Das offenbar Kriminelle daran: Die „aufgetauchten schlechten Geschäfte“ seien getätigt worden, „obwohl von Anfang an klar war, dass sie schlechte Geschäfte sein würden“, erklärte gestern Firmensprecher Gerhard Semar für den Vorstand. Deshalb seien „rechtliche Schritte wegen strafrechtlich relevanter Verstöße“ eingeleitet worden. No details.

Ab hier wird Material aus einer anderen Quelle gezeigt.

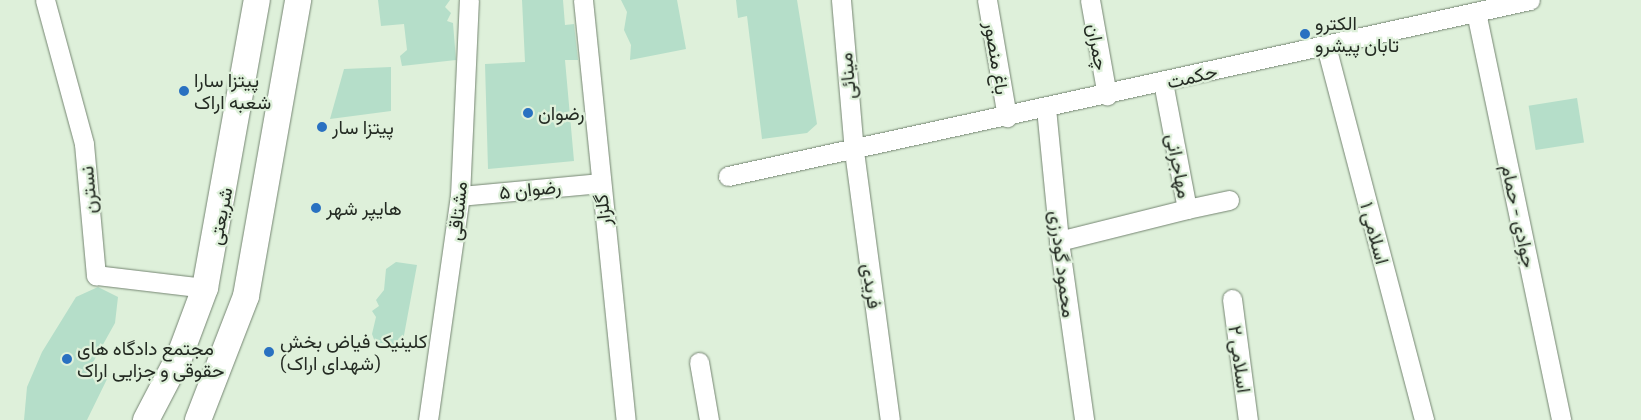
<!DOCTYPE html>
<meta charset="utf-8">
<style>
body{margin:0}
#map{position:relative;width:1641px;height:420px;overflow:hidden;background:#def0da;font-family:"Exo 2",Vazirmatn,sans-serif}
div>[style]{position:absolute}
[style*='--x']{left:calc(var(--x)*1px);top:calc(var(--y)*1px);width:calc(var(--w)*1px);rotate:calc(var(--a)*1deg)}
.building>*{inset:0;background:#b5dec9;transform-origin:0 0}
.roads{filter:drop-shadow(0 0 1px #758572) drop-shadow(0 0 1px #758572)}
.minor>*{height:19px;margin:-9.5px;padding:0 9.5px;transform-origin:9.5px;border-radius:9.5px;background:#fff}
.secondary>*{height:26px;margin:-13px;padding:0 13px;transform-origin:13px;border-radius:13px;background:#fff}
.dots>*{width:14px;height:14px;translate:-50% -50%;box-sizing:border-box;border:2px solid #def0da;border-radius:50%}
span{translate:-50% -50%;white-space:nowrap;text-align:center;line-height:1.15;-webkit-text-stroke:4.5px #def0da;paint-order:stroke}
.poi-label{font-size:19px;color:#242b23}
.left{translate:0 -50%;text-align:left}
.street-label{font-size:19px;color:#242b23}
</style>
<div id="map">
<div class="building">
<div style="clip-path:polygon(378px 0,450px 0,445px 7px,451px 13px,447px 21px,453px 23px,456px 60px,402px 66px,400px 56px,407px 50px,404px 24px,381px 26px)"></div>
<div style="clip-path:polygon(522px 0,563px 0,565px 25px,574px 24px,578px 60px,565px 60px,574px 161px,488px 169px,485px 64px,525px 62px)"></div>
<div style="clip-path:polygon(621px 0,677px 0,686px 49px,630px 60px,631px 45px,624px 30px,627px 12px)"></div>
<div style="clip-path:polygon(736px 0,797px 0,817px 124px,807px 133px,762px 139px,747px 16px,738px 18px)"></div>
<div style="clip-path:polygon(391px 67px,391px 111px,330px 119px,344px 69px)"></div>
<div style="left:1577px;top:98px;width:45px;height:49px;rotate:81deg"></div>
<div style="clip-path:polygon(396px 262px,417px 265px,402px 346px,375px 342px,372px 334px,376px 317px,372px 311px,379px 306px,376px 300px,384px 290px,386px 269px)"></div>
<div style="clip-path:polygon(98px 287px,118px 297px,115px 323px,91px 366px,109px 375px,87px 420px,24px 420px,27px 387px,42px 352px,76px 297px)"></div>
</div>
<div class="roads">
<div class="minor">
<div style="--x:45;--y:0;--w:149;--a:74.8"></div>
<div style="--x:84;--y:144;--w:132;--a:84.8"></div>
<div style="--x:96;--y:275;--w:110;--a:6.8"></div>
<div style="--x:583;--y:0;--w:422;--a:84.2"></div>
<div style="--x:841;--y:0;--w:152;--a:85.1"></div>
<div style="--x:854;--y:151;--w:271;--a:82.4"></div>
<div style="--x:987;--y:0;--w:119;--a:80.3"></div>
<div style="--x:1090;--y:0;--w:97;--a:79.9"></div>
<div style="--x:1476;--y:12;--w:417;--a:78.2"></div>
<div style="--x:1326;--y:46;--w:387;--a:75.3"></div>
<div style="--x:1046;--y:108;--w:134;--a:84.4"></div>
<div style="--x:1059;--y:241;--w:181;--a:82"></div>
<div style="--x:728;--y:176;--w:821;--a:-12.38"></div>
<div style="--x:460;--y:196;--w:140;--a:-5.3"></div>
<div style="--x:1187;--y:209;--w:43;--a:-12.1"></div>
<div style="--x:1059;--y:241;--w:132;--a:-14"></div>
<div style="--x:1187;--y:209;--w:129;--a:-100.7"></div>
<div style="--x:1232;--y:299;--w:122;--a:82.5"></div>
<div style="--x:699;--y:362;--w:59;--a:80.2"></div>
<div style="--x:428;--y:420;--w:226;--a:-81.9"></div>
<div style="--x:460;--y:196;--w:196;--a:-87.4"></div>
</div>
<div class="secondary">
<div style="--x:146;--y:420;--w:73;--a:-62.4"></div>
<div style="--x:180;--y:355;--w:72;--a:-69.5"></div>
<div style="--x:205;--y:288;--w:293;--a:-79.8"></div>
<div style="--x:198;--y:420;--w:133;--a:-68.8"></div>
<div style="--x:246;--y:296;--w:301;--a:-80"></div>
</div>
</div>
<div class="dots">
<div style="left:1305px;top:34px;background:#2971c1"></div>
<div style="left:184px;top:91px;background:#2971c1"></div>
<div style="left:528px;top:113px;background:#2971c1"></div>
<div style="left:322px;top:127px;background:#2971c1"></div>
<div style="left:316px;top:208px;background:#2971c1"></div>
<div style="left:269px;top:352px;background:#2971c1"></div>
<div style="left:67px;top:359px;background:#2971c1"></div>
</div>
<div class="poi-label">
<span class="left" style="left:1315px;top:34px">الکترو<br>تابان پیشرو</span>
<span class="left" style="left:194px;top:91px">پیتزا سارا<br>شعبه اراک</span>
<span class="left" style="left:538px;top:113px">رضوان</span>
<span class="left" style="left:332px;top:127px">پیتزا سار</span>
<span class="left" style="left:326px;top:208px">هایپر شهر</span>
<span class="left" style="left:280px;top:352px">کلینیک فیاض بخش<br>(شهدای اراک)</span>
<span class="left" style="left:77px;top:359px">مجتمع دادگاه های<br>حقوقی و جزایی اراک</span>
</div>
<div class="street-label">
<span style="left:1098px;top:47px;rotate:80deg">چمران</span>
<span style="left:997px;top:58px;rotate:81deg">باغ منصور</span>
<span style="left:847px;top:76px;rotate:-95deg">مینائی</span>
<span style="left:1192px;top:76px;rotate:-13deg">حکمت</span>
<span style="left:1179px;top:166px;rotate:79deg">مهاجرانی</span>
<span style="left:530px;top:189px;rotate:-6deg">رضوان ۵</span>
<span style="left:88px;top:190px;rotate:-95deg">نسترن</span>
<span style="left:602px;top:210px;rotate:-96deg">گلزار</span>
<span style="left:457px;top:211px;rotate:-84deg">مشتاقی</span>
<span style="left:220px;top:216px;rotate:-79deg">شریعتی</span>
<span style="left:1519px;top:216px;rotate:78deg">جوادی - حمام</span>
<span style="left:1375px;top:233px;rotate:75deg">اسلامی ۱</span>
<span style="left:1063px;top:264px;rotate:83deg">محمود گودرزی</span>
<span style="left:872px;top:286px;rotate:82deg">فریدی</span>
<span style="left:1240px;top:359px;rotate:82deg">اسلامی ۲</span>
</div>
</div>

Semar legte allerdings Wert auf die Feststellung, dass sich die Vorwürfe nur gegen ehemalige Mitarbeiter des Konzerns richteten, nicht gegen das gegenwärtige Management. Dass von diversen Vorständen der Holzmann AG in den frühen 90er-Jahren Milliarden von Mark in dubiose Projekte etwa in Südostasien investiert wurden, war schon im mittleren Management ein „offenes Geheimnis“. In der Bilanzbuchhaltung jedenfalls habe man damals „mehrfach die Hände über dem Kopf zusammengeschlagen“, wusste ein Holzmann aus der genannten Abteilung schon vor einem Jahr der taz zu berichten. „Jetzt ist das ganze Kartenhaus zusammengebrochen“, sagt er heute.

Tatsächlich räumte der Konzern gestern ein, dass die jetzt verbuchten Belastungen „Anfang der 90er-Jahre bei Projektentwicklungsgeschäften im Hochbau entstanden“ seien. Zudem hätten einige Beteiligungen belastend gewirkt.

Den Gläubigerbanken und den Kreditversicherern hat der Vorstand ein Sanierungskonzept vorgelegt, mit dem sich die Deutsche Bank, die 15 Prozent der Holzmann-Aktien hält und gleichzeitig größte Kreditgeberin ist, „wohlwollend auseinandersetzen“ will.

Kernstück der von Holzmann vorgeschlagenen Lösung ist die Entlassung von 3.000 Mitarbeitern weltweit. 28.525 Menschen sind heute noch konzernweit für Holzmann tätig. Arbeiter und Angestellte werden also die Konsequenzen der Fehler des Spitzenmanagements und der – längst hoch abgefundenen – ehemaligen Vorstandsmitglieder tragen müssen. Doch damit noch nicht genug. Nach den Vorstellungen der Konzernleitung soll auch der Pensionsversicherungsverein, der die Betriebsrenten verwaltet, seinen Beitrag zur Sanierung leisten.

Übrigens: In der Erklärung der Deutschen Bank zur Krise bei Holzmann steht nicht, dass die Deutsche Bank als Großaktionär von Holzmann seit Jahr und Tag im Aufsichtsrat vertreten ist und dort die defizitären Projektentwicklungsgeschäfte und die maroden Beteiligungen offenbar immer gebilligt hat.

Die Börse in Frankfurt setzte den Handel mit Holzmann-Aktien gestern aus. Aktien des belgischen Holzmann-Großaktionärs Gevaert (30 Prozent) brachen an der Börse in Brüssel knapp drei Prozentpunkte ein.